PFD cuts and new faces
With the Department of Revenue spring oil price and production forecast due in a few weeks, with Senate leaders struggling to find a way to reduce the shock of shrinking the state budget by $1.6 billion and time ticking away, some lawmakers are looking for an easy way out.
Some of them – surprise – are thinking about turning to the Permanent Fund dividend to ease the pain of the huge spending reduction and spreading it over two or three years. That would be a bad idea.
That Gov. Mike Dunleavy’s proposed balanced budget will be modified by the Legislature as it rushes to protect its sacred cows is unarguable, but Dunleavy ran on paying a PFD as per state law. It will be interesting to see how far he will go using his bully pulpit or his veto pen to deliver what he promised. The Legislature sets the budget, but Dunleavy can make it sorry.
Dunleavy, if you will recall, also vowed he would balance the budget, repay Alaskans three years of dividends short-stopped by former Gov. Bill Walker and the Legislature, and said he opposed an income tax.
All that is a tough sale, and we do not envy legislators in Juneau wrestling with the nearly impossible task of shrinking state government, and attempting it without even knowing for certain how much revenue the state likely will receive in the coming year. Lawmakers rely on oil price projections in an incredibly volatile market. Instead of fixing that problem years ago by forward-funding government while the treasury was full, lawmakers are left to shadowbox in the dark.

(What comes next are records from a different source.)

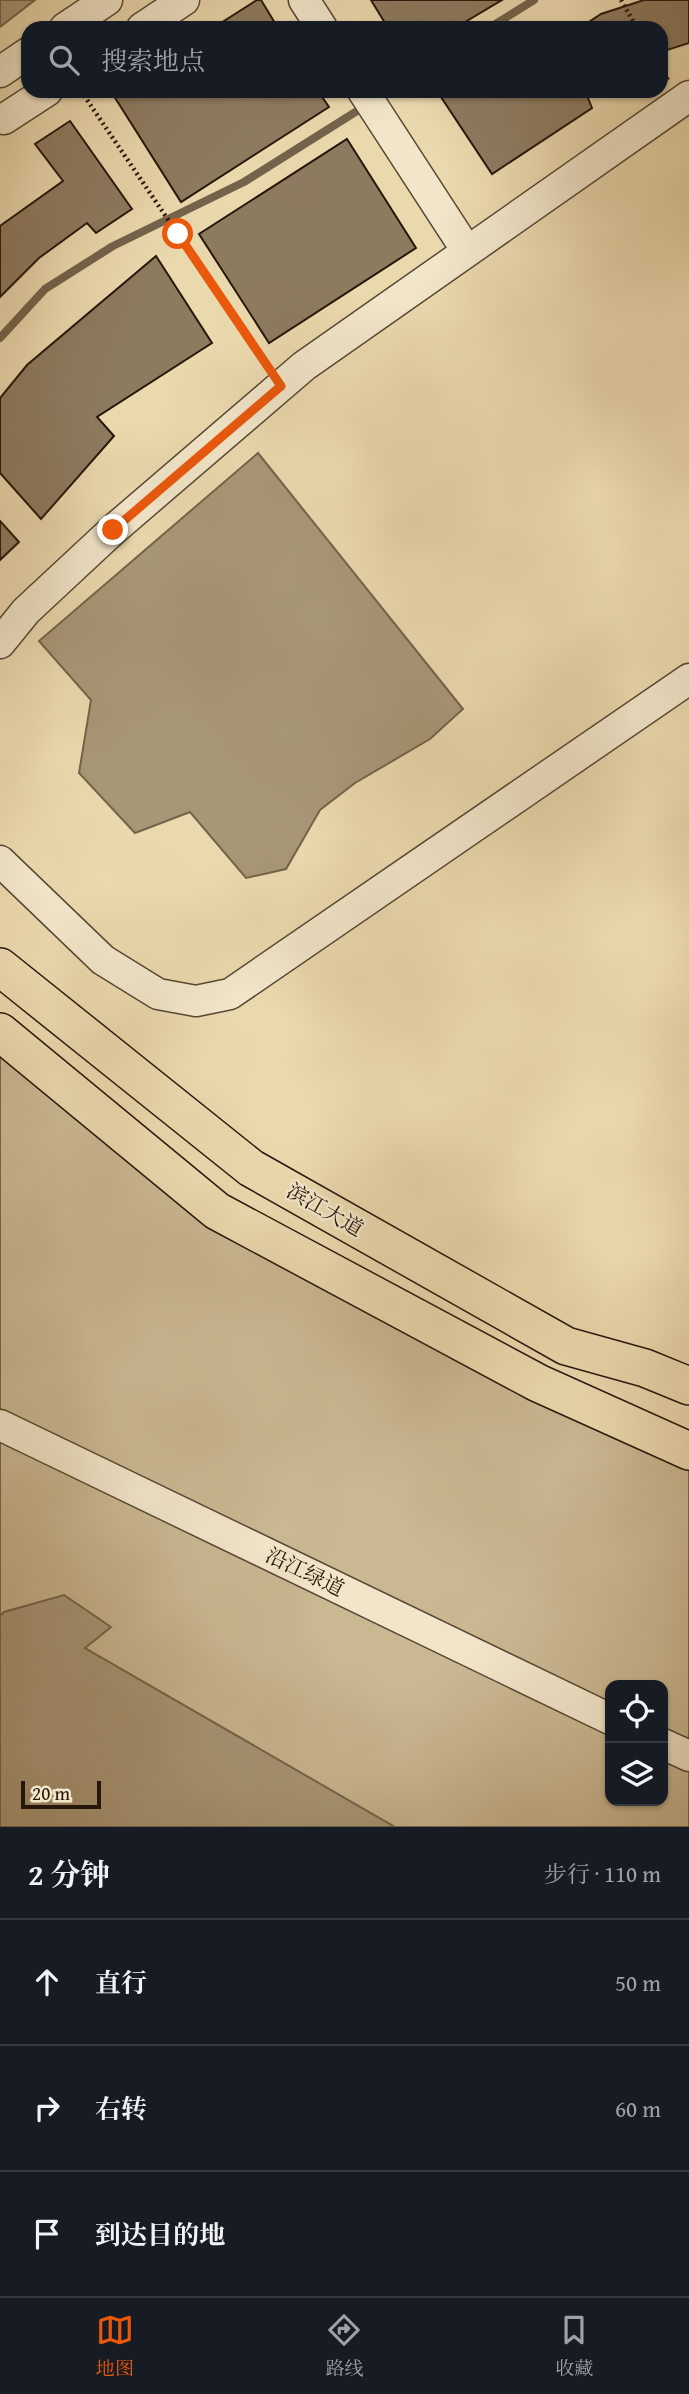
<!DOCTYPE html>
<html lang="zh">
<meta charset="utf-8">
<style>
body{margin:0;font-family:"Gentium Book Plus","Noto Serif SC",serif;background:#20242c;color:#f1f3f6}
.controls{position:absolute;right:21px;bottom:21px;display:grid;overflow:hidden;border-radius:14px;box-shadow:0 2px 5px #0004}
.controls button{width:63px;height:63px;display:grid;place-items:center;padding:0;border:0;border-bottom:2px solid #363941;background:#171b24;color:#f1f3f6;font:35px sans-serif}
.scale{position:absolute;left:21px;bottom:18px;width:80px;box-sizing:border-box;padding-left:7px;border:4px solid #27160b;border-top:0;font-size:19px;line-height:24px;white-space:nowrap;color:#27160b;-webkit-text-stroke:5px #f2e6ca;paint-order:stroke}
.stop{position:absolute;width:21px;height:21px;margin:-16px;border:5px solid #ea580c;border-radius:50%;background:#fff}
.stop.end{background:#ea580c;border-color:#fff;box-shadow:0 2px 7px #0008}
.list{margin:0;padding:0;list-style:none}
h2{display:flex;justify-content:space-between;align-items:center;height:91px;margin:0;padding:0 28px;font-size:30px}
h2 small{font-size:23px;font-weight:400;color:#9ea1a6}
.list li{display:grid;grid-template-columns:46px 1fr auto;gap:21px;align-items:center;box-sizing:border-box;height:126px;padding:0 28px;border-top:2px solid #363941}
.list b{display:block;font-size:26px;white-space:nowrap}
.list em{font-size:23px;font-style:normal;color:#9ea1a6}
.icon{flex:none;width:38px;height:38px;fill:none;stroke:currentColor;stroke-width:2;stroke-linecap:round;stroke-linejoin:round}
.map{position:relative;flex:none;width:689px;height:1827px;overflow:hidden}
.search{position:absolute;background:#171b24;box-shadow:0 2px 5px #0004;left:21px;right:21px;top:21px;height:77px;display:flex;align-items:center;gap:18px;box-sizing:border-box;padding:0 24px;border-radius:21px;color:#9ea1a6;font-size:26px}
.sheet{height:469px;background:#171b24}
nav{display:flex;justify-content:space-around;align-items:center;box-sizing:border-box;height:98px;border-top:2px solid #363941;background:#171b24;font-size:19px;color:#9ea1a6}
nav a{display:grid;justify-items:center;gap:4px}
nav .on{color:#ea580c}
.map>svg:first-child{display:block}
.green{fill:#cab892;stroke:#78674e;stroke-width:2;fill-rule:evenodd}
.water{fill:#a89777;stroke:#74634c;stroke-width:2}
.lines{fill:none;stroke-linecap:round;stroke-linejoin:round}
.stream{stroke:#74634c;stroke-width:8}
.building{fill:#8d7b60;stroke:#27160b;stroke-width:2}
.minor-casing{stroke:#584734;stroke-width:33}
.major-casing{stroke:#27160b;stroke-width:40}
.path{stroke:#27160b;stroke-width:4.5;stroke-dasharray:2 3.5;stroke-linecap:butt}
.minor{stroke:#f2e6ca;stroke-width:30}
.major{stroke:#ebd9ae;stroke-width:37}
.route{stroke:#ea580c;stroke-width:9}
.labels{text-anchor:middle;stroke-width:5;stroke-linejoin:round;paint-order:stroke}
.street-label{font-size:21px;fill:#27160b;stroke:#f2e6ca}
</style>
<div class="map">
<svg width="689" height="1827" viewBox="0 0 689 1827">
<rect width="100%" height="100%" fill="#ebd9ae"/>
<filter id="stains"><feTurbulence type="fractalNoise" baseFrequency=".00286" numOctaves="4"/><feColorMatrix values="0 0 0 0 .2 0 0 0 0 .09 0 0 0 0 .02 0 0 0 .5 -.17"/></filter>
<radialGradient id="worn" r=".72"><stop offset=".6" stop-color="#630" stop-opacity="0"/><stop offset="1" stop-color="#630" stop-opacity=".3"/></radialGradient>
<!-- green -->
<path class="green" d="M 0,1032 L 217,1211 L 689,1451 L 689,1827 L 0,1827 ZM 610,1685 L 663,1685 L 663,1801 L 610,1801 Z"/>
<!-- water -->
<g class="water">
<polygon points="0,0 35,0 0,27"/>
<polygon points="258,453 463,709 430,739 355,783 320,810 286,869 246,878 190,812 135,833 79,773 91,700 39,641"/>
<polygon points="64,1595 111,1627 85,1648 395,1827 0,1827 0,1616 4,1612"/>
</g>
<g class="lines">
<!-- stream -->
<g class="stream">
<polyline points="489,28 534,0"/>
<polyline points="0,338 45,289 113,246 244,182 365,106"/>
</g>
</g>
<!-- building -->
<g class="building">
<polygon points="257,0 261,0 278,28 213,28"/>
<polygon points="371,0 502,0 455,28 388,28"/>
<polygon points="644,0 689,0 689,43 661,52 661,28 580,28 601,14"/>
<polygon points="115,91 318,91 329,107 181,202 112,93"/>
<polygon points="437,91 590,91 586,93 592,108 492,174"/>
<polygon points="70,121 132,209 96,233 87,223 39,258 0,297 0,226 63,181 35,144"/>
<polygon points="347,139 416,248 269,343 199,234"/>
<polygon points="156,256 212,343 97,417 114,436 41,519 0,473 0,398 27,365"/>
<polygon points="0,521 19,542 0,560"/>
</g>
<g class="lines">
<defs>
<g id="minor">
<polyline points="304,0 322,28"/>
<polyline points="65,28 107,0"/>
<polyline points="142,28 184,0"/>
<polyline points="0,72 28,53"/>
<polyline points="363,91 467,251"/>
<polyline points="4,119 47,91"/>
<polyline points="0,643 26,611 113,530 304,366 689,96"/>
<polyline points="0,861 103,960 158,994 196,1001 230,994 689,679"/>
<polyline points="0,1425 610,1719"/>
<polyline points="663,1744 689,1756"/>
</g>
<g id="major">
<polyline points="0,967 251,1168 566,1346 645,1368 689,1386"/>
<polyline points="0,1032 217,1211 538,1383 689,1451"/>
</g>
</defs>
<!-- minor casing -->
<use href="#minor" class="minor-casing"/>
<!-- major casing -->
<use href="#major" class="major-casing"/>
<!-- path -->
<g class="path">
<polyline points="621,0 637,28"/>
<polyline points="661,69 668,80"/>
<polyline points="81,91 265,363"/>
</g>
<!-- minor -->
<use href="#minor" class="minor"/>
<!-- major -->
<use href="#major" class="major"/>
</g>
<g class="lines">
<!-- route -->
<polyline class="route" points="113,530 281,386 178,234"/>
</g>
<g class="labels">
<!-- street labels -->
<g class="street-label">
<text transform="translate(325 1210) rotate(30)" y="7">滨江大道</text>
<text transform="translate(305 1572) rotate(26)" y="7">沿江绿道</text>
</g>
</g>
<rect width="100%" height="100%" filter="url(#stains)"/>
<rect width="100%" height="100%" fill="url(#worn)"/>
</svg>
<div class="controls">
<button><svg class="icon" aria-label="locate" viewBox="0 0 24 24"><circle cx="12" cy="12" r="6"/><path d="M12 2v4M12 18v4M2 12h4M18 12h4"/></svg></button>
<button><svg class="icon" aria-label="layers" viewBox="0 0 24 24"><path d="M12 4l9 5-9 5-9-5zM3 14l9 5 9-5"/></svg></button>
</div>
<div class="scale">20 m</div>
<div class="stop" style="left:178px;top:234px"></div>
<div class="stop end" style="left:113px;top:530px"></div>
<div class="search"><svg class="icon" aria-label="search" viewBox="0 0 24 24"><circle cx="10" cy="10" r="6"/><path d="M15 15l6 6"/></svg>搜索地点</div>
</div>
<section class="sheet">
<h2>2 分钟<small>步行 · 110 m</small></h2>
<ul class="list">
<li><svg class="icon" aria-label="ahead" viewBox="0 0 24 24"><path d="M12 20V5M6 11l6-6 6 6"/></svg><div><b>直行</b></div><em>50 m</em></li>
<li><svg class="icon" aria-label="right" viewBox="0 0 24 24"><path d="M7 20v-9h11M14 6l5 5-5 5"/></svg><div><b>右转</b></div><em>60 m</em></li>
<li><svg class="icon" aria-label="arrive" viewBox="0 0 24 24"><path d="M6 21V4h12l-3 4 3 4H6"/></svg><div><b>到达目的地</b></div></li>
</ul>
</section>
<nav>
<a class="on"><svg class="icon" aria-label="map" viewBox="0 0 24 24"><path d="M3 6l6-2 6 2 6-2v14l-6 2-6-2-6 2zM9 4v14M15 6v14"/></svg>地图</a>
<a><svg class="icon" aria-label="directions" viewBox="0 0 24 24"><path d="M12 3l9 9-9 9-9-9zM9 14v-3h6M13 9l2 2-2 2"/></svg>路线</a>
<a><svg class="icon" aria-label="saved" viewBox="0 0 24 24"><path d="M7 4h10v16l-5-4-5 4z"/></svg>收藏</a>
</nav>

If nothing else, the $1.6 billion budget reduction has been a wakeup call, an eye-opener, for lawmakers and ordinary Alaskans alike. Keeping in mind that 145,631 Alaskans voted for Dunleavy’s agenda, you have to wonder whether lawmakers actually will turn to cutting the dividend in lieu of cutting government.
From where we sit, if they do, there will be lots of new faces in the Legislature soon.